Once the water is at a rolling boil, boil eggs for ten minutes.
If you have ice to hand, plunge eggs into a bowl of icewater. Leave eggs to cool.
No ice? place eggs in a bowl. If you have ice packs, wrap them around the bottom of the bowl. If not, not. Either way, run cold water over the eggs to cool them. Leave eggs in the cool water.
Crack eggshells against the sink or counter and peel. I am terrible at shelling eggs; my best advice is to pickle eggs that are at least a week old. Freshly laid eggs, a pleasure otherwise, are hellishly difficult to peel.
Drop peeled eggs into the jar as you go. Once all the eggs are peeled, add the vinegar. A funnel is helpful here.
Once the pickled eggs are cool, screw on the lid or add rubberized flange to jar lid, if necessary, and clamp it down. It’s helpful to label the jar with the date you prepared the pickle.
Pickled eggs may be eaten immediately, but improve if allowed to mature, refrigerated, for ten days. My cookbooks tell me they keep indefinitely.
Pickled eggs make nice snacks. They’re also excellent with salads, cheese, and cold cuts.
Notes:
Malt vinegar, distilled white vinegar, and cider vinegar may be used instead of white wine vinegar to pickle eggs.

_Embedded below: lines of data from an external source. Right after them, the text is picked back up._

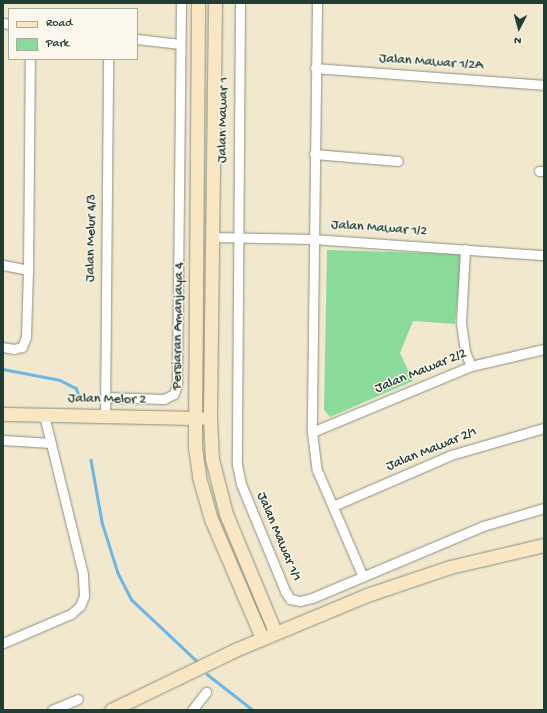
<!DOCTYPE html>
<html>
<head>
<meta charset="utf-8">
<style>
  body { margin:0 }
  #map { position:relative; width:547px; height:713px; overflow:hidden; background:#f1e8ce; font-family:"Gochi Hand",sans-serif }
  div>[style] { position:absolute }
  .green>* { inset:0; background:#8ada99 }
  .stream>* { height:2.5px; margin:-1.25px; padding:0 1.25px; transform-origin:1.25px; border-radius:1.25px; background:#6cb7e5 }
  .roads { filter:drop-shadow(0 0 1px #889281) drop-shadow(0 0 1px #889281) }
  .street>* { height:9px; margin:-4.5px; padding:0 4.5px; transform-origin:4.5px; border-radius:4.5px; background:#fff }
  .secondary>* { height:13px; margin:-6.5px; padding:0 6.5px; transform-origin:6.5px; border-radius:6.5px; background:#f9e7c3 }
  span { translate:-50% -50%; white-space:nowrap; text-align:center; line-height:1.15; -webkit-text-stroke:3px #fbf7ec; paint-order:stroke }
  .street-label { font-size:14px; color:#1f3d34 }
  .frame { position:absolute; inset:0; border:4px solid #1f3d34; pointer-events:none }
  .legend { position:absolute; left:8px; top:8px; width:130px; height:52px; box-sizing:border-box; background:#fbf7ec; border:1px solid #a3ada2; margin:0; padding:5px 7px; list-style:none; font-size:12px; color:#1f3d34 }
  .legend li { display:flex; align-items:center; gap:8px; height:20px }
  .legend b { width:20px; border:1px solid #a3ada2 }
  .north { position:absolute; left:499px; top:8px; width:40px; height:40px; -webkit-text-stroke:3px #fbf7ec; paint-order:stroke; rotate:186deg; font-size:11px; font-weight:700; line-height:16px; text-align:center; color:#1f3d34 }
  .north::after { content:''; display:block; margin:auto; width:14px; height:18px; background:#1f3d34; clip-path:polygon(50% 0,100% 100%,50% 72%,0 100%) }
</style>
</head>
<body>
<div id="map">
  <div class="green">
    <div style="clip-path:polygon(327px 250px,462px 254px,455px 324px,413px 321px,400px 353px,413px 381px,330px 417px,324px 410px)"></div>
  </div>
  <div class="stream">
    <div style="left:3px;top:369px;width:58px;rotate:10.9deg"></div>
    <div style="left:60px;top:380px;width:18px;rotate:27deg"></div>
    <div style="left:76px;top:388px;width:8px;rotate:67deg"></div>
    <div style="left:91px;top:460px;width:63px;rotate:79.9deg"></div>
    <div style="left:102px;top:522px;width:53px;rotate:72.6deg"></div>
    <div style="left:118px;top:573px;width:30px;rotate:63deg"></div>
    <div style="left:132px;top:600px;width:91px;rotate:43.2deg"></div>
    <div style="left:207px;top:674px;width:58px;rotate:38deg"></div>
  </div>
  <div class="roads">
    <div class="street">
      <div style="left:240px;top:3px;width:461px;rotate:90.4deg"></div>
      <div style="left:237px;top:464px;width:20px;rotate:79deg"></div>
      <div style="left:241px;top:484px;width:116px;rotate:67.6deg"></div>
      <div style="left:285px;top:591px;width:9px;rotate:58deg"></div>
      <div style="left:290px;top:599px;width:10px;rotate:11deg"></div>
      <div style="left:300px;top:601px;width:12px;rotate:-14deg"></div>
      <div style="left:312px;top:598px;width:186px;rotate:-22.8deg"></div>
      <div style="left:483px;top:526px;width:64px;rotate:-16.4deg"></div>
      <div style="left:317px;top:3px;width:429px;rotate:90.7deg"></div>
      <div style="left:312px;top:432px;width:38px;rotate:83deg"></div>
      <div style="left:317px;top:470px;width:116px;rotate:66.7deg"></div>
      <div style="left:3px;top:23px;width:6px;rotate:9deg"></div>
      <div style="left:137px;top:39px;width:43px;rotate:6.6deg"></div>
      <div style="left:315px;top:68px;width:230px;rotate:4.2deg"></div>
      <div style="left:314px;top:154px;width:84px;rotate:4.8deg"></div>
      <div style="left:539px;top:171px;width:5px"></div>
      <div style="left:212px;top:237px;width:101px;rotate:1.1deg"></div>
      <div style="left:313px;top:239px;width:232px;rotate:4deg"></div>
      <div style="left:465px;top:249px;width:74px;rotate:93.1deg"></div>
      <div style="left:461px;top:323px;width:29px;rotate:82deg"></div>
      <div style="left:465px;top:352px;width:15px;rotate:67deg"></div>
      <div style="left:3px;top:265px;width:25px;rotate:11deg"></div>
      <div style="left:28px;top:270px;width:67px;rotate:91.7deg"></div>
      <div style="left:26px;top:337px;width:11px;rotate:112deg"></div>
      <div style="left:22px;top:347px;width:8px;rotate:166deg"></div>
      <div style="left:14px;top:349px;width:11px;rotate:-170deg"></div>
      <div style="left:28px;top:270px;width:211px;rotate:-89.5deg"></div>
      <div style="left:105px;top:397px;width:59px;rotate:1.9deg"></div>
      <div style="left:164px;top:399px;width:11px;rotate:-27deg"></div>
      <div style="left:174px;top:394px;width:10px;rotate:-73deg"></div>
      <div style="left:177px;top:384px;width:381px;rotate:-89.4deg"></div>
      <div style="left:105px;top:417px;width:358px;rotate:-89.5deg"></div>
      <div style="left:312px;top:432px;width:172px;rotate:-22.5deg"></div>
      <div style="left:471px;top:366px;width:75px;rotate:-13.1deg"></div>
      <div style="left:3px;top:440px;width:48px;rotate:3.6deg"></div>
      <div style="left:333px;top:506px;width:129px;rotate:-23.4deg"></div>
      <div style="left:451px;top:455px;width:97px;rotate:-16.2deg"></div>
      <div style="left:3px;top:643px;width:74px;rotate:-23.1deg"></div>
      <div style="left:71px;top:614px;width:12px;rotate:-42deg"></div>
      <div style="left:80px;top:606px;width:11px;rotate:-68deg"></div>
      <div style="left:84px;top:596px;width:22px;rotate:-93deg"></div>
      <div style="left:83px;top:574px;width:164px;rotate:-103.8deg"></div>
      <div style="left:52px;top:710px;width:28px;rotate:-23deg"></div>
      <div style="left:192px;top:710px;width:23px;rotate:-52deg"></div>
    </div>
    <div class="secondary">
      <div style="left:198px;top:3px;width:444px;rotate:90.4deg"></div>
      <div style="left:195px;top:447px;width:30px;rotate:82deg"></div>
      <div style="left:199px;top:477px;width:44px;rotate:74.1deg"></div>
      <div style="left:211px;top:519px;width:129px;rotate:66.8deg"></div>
      <div style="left:215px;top:3px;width:415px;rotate:90.7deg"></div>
      <div style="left:210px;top:418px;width:41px;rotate:87.2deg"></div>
      <div style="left:212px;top:459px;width:57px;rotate:75.7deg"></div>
      <div style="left:226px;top:514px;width:128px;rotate:67.4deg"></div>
      <div style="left:3px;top:414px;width:198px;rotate:1.2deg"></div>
      <div style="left:111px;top:710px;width:138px;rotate:-25.8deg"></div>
      <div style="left:235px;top:650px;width:143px;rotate:-22.6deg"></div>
      <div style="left:367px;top:595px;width:88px;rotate:-18.6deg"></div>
      <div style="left:450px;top:567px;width:97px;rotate:-13.2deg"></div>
    </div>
  </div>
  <div class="street-label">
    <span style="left:431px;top:63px;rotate:4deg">Jalan Mawar 1/2A</span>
    <span style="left:224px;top:120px;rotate:-89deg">Jalan Mawar 1</span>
    <span style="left:379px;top:229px;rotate:4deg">Jalan Mawar 1/2</span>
    <span style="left:92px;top:238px;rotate:-89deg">Jalan Melur 4/3</span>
    <span style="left:179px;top:326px;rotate:-89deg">Persiaran Amanjaya 4</span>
    <span style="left:421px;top:372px;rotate:-22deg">Jalan Mawar 2/2</span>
    <span style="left:107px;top:400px;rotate:1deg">Jalan Melor 2</span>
    <span style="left:432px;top:450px;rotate:-22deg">Jalan Mawar 2/1</span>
    <span style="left:278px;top:537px;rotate:67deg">Jalan Mawar 1/1</span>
  </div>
  <div class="frame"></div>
  <ul class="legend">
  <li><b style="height:5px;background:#f9e7c3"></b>Road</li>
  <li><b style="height:11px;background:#8ada99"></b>Park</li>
  </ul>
  <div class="north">N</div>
</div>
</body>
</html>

So long as your vinegar of choice has 5% acidity or above, it is safe to use.
Feel free to alter the seasonings in your pickle. Try adding chopped shallots, white peppercorns, a few blades of mace, fresh ginger, or a few thyme sprigs. A tablespoon to every two pints vinegar is a useful formula to keep in mind.
Salt appears in only one egg pickling recipe: Lucy H. Yates’ The Country Housewife’s Book. Published in 1934, both book and recipe are very much of their time, offering advice for coping with gluts of game birds, fresh milk, and eggs. Yates’ pickling recipe is rather vague, suggesting one “procure a number of fresh eggs” and pickle them in a quart of “brown vinegar.” To this you add a half ounce of “rough salt.” Doubtless readers of the era understood Yates’ instructions. Today The Country Housewife’s Book is best appreciated as a document of the era rather than a guide to ours.
Other books consulted include Elizabeth David’s Spices, Salts, and Aromatics in The English Kitchen, Jane Grigson’s English Food, Dorothy Hartley’s Food in England, Sara Paston-Williams’ The National Trust Book of the Country Kitchen Store Cupboard, and Florence H. White’s Good Things in England.